Dataset entries
[Start of section]

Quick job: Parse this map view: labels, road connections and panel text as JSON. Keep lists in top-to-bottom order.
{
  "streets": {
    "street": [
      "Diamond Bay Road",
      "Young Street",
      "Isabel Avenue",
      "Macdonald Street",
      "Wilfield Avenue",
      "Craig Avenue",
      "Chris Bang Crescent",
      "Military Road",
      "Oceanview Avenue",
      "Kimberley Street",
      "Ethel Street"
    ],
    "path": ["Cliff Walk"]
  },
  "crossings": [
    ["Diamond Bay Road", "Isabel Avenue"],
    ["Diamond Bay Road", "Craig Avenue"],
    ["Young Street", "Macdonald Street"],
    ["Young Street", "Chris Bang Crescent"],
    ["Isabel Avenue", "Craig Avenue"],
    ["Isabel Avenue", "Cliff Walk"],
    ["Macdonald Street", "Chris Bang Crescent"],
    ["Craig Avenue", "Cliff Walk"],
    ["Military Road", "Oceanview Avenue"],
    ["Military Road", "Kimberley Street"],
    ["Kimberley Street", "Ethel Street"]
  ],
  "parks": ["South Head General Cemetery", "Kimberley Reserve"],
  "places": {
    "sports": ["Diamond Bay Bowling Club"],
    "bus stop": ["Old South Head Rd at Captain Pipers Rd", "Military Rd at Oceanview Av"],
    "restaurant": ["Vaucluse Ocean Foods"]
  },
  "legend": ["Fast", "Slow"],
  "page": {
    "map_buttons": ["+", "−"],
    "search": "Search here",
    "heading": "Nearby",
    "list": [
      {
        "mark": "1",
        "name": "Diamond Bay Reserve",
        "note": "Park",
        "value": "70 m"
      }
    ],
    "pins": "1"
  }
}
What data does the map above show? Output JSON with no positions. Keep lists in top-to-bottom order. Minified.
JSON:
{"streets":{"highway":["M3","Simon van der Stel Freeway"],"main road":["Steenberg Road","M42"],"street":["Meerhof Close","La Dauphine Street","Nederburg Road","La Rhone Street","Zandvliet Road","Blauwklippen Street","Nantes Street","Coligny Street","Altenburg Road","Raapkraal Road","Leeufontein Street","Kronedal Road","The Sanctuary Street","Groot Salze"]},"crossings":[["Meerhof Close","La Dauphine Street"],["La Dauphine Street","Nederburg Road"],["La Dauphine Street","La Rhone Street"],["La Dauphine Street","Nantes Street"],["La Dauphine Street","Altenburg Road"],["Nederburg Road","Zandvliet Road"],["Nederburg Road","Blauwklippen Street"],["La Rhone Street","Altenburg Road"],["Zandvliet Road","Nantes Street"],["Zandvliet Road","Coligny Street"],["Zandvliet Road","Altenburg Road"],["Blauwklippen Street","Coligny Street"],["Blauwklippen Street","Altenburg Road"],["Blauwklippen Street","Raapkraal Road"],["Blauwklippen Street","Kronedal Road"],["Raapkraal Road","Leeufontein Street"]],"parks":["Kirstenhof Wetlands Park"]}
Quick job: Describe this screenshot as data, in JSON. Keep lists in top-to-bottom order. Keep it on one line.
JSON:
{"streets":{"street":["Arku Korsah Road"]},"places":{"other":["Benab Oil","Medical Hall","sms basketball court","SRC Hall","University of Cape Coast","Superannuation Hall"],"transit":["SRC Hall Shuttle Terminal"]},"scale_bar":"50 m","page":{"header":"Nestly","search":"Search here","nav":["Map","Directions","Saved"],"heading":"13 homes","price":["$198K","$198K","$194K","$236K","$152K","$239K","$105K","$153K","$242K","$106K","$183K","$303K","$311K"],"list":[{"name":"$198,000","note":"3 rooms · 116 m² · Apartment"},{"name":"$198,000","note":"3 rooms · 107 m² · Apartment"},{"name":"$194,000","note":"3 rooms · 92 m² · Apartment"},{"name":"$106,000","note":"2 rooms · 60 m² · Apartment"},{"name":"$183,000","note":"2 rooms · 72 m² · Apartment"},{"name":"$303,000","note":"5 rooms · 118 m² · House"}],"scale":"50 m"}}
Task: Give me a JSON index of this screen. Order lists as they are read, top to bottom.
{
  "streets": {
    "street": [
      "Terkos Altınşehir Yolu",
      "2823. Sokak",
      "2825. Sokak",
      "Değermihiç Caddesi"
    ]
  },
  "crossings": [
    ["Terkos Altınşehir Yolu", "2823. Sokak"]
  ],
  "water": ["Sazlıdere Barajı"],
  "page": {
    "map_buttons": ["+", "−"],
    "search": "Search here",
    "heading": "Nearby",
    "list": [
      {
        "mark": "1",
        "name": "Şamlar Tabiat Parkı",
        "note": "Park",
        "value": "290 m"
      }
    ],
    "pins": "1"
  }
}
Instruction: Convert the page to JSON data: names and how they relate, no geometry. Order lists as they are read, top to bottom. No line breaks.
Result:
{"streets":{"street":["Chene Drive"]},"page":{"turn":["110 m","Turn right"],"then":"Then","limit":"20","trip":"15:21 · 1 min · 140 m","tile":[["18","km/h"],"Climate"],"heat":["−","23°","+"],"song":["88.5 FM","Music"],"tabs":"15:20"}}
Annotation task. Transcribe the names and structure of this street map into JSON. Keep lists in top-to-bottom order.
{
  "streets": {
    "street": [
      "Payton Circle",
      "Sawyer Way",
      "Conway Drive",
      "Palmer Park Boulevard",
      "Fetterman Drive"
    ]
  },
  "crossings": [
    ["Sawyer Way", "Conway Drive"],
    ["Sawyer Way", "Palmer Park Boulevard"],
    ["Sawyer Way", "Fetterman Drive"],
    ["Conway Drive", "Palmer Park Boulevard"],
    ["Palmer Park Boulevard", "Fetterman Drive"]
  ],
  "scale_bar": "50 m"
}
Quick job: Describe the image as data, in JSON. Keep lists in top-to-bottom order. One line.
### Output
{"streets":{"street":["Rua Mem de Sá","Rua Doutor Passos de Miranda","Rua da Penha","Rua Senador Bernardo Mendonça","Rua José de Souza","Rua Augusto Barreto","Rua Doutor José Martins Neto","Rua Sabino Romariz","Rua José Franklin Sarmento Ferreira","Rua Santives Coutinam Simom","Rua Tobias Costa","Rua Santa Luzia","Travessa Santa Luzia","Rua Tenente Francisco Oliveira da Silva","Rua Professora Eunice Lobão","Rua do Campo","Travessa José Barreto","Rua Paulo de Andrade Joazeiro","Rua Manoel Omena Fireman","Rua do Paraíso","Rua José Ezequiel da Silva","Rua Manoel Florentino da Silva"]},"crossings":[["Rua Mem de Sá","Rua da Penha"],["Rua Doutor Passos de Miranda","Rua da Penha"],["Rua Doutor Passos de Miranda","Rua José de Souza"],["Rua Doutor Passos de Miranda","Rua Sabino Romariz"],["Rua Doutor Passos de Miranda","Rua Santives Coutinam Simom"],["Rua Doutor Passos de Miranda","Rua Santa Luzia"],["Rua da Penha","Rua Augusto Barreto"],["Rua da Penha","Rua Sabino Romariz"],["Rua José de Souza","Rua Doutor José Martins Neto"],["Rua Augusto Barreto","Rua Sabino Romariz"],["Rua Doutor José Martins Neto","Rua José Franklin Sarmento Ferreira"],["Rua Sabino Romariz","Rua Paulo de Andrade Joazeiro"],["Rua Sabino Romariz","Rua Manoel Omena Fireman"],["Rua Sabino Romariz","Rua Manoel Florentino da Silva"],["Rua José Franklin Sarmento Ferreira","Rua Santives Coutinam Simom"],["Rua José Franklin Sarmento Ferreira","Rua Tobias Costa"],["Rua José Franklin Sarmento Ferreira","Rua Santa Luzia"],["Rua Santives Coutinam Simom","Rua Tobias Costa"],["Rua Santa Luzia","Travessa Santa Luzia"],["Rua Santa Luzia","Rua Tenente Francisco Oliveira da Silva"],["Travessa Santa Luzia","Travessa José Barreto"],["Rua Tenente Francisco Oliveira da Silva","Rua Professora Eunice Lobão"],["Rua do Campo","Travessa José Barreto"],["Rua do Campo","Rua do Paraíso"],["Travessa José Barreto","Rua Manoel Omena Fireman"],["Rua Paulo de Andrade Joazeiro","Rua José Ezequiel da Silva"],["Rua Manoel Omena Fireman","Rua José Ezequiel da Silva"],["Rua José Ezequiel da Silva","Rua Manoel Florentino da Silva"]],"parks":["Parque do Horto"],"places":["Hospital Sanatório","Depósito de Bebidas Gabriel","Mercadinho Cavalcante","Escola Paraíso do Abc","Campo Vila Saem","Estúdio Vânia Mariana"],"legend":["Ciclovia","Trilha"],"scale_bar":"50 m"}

[End of section]

▶ [Work request] Your answer should consist of the lines above that hold the word "Describe".

▶ [Output of the task]
Quick job: Describe this screenshot as data, in JSON. Keep lists in top-to-bottom order. Keep it on one line.
Quick job: Describe the image as data, in JSON. Keep lists in top-to-bottom order. One line.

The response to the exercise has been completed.